The Orphan Train Riders
The Orphan Train Movement was a supervised welfare program that transported orphaned and homeless children from crowded Eastern cities of the United States to foster homes located largely in rural areas of the Midwest. The orphan trains operated between 1853 and 1929, relocating about 200,000 orphaned, abandoned, or homeless children. The children were called the orphan train riders.
They put us all on a big platform in some big building while people came from all around the countryside to pick out those of us they wished to take home. I was four years old, and my sister was only two . . . Source: Marilyn Irvin Holt, “Orphan Train Genealogy,”
Aim of this project
About one in twenty-five Americans has an orphan train rider connection.

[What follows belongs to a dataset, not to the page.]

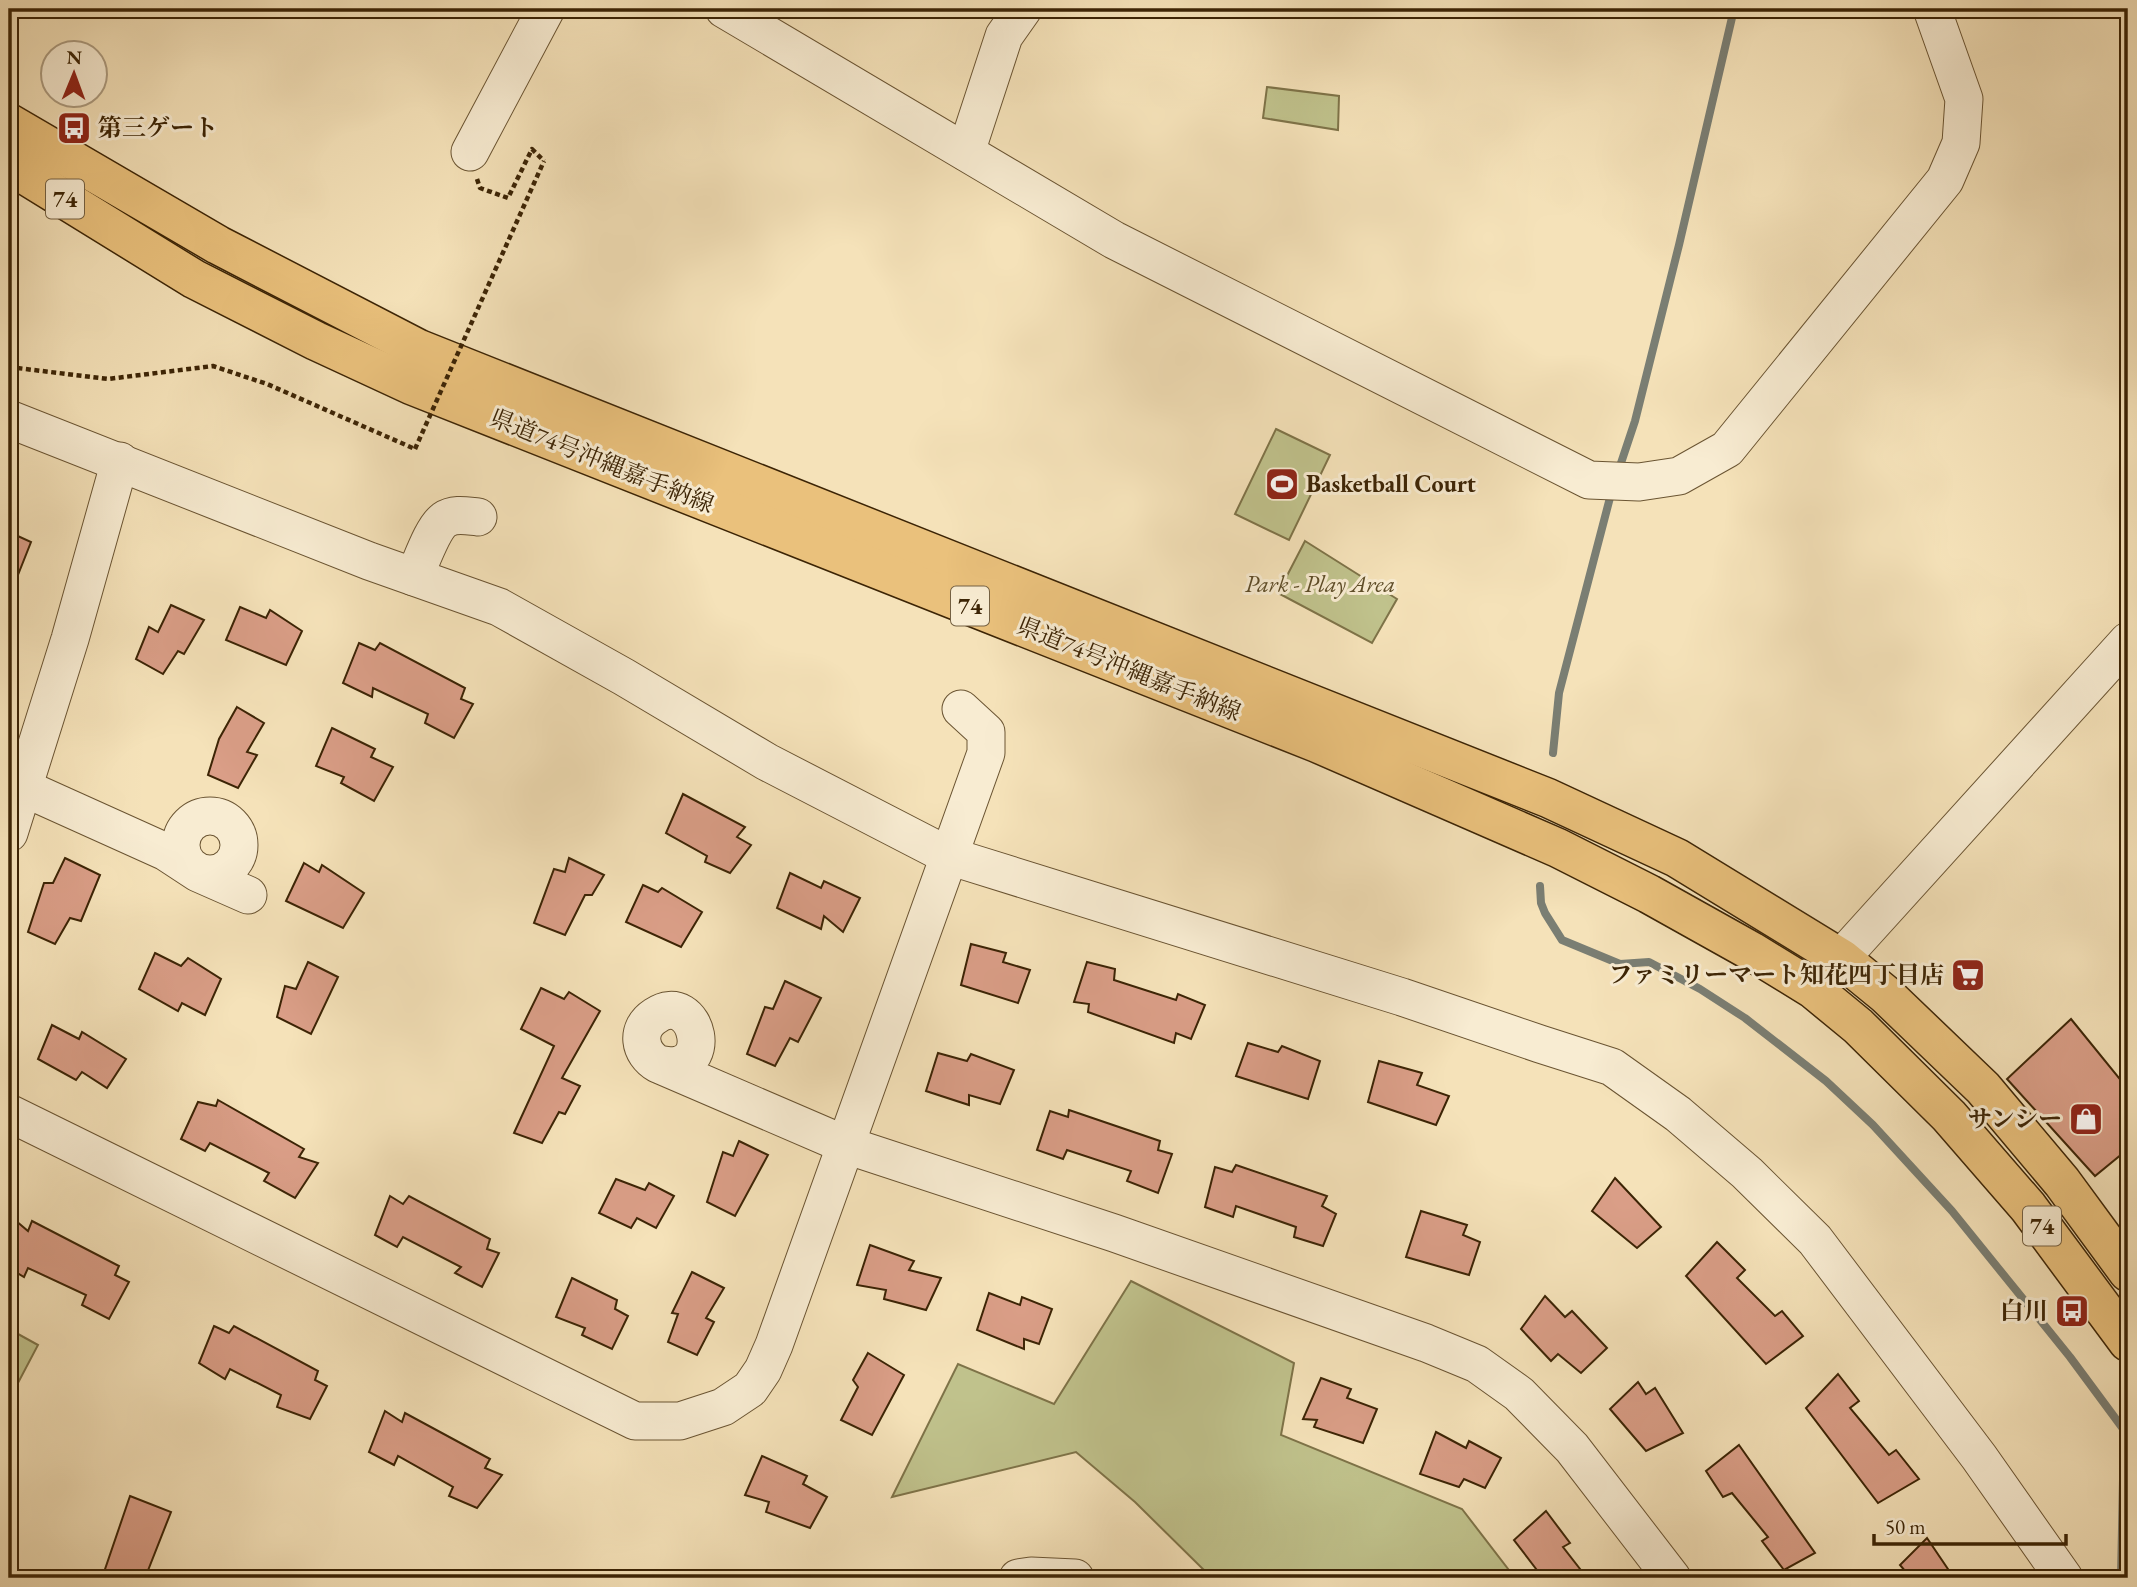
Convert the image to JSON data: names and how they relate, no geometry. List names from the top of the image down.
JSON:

The aim of this project is to identify the children who were part of the Orphan Train movement in the United States between 1853 and 1929 The secondary aim is to build the family-trees of the orphans where possible with natural parents and adoptive parents both listed. The children were from all nationalities and it has been said that one out of two children were Irish.
How can you help?===
You can help by joining this project as a collaborator, to join click on the action button in the top right of the page and select join then after you joined you will be able to add profiles of the orphan children to this project.

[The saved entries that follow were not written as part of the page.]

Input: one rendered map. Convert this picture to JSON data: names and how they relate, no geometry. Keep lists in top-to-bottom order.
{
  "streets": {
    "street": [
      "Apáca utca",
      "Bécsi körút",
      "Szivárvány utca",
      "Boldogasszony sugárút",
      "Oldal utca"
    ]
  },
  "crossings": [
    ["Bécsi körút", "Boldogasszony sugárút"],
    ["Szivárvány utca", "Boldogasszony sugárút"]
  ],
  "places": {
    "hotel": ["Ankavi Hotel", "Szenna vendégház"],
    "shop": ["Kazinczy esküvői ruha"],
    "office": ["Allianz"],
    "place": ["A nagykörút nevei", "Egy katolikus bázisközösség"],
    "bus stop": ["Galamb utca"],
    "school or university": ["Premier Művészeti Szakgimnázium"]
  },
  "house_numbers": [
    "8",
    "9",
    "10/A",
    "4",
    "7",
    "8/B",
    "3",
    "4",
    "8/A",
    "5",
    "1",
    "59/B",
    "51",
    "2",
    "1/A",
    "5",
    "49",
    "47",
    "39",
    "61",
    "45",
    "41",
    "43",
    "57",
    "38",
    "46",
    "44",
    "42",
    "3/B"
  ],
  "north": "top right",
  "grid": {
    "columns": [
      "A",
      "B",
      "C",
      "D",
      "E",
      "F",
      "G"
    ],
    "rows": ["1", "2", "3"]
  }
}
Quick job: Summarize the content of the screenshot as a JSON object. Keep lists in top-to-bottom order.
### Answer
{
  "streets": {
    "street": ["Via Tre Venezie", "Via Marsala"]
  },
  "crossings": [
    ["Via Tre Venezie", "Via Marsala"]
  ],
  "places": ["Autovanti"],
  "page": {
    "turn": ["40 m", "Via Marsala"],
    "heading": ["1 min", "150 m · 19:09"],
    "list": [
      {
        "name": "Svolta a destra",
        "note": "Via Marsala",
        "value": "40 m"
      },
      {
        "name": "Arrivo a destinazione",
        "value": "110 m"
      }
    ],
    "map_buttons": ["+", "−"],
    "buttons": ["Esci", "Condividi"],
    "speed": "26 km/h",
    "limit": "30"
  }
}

- For help how to add natural parents AND adoptive parents see Geni adoption and The Geni knowledge base
Main institutions who offered help to the children
The institutions developed a program that placed homeless, orphaned, and abandoned city children, who numbered an estimated 30,000 in New York City alone in the 1850s, in foster homes throughout the country. The children were transported to their new homes on trains that were labeled “orphan trains” or "baby trains". This relocation of children ended in the 1920s with the beginning of organized foster care in America. Sometimes these sending institutions have records which show the names of the birth parents. Records of the transfers may be found at the city asylums that participated in the project or in the deed books of the courthouses of the counties that received the children. Deed books were commonly used to record the adoptions of children (usually males under the age of ten and young females) or the apprenticeships (usually males ten and over). But, do not overlook justice of the peace dockets, guardians’ records, county order records, and board of supervisors minutes, among other county records.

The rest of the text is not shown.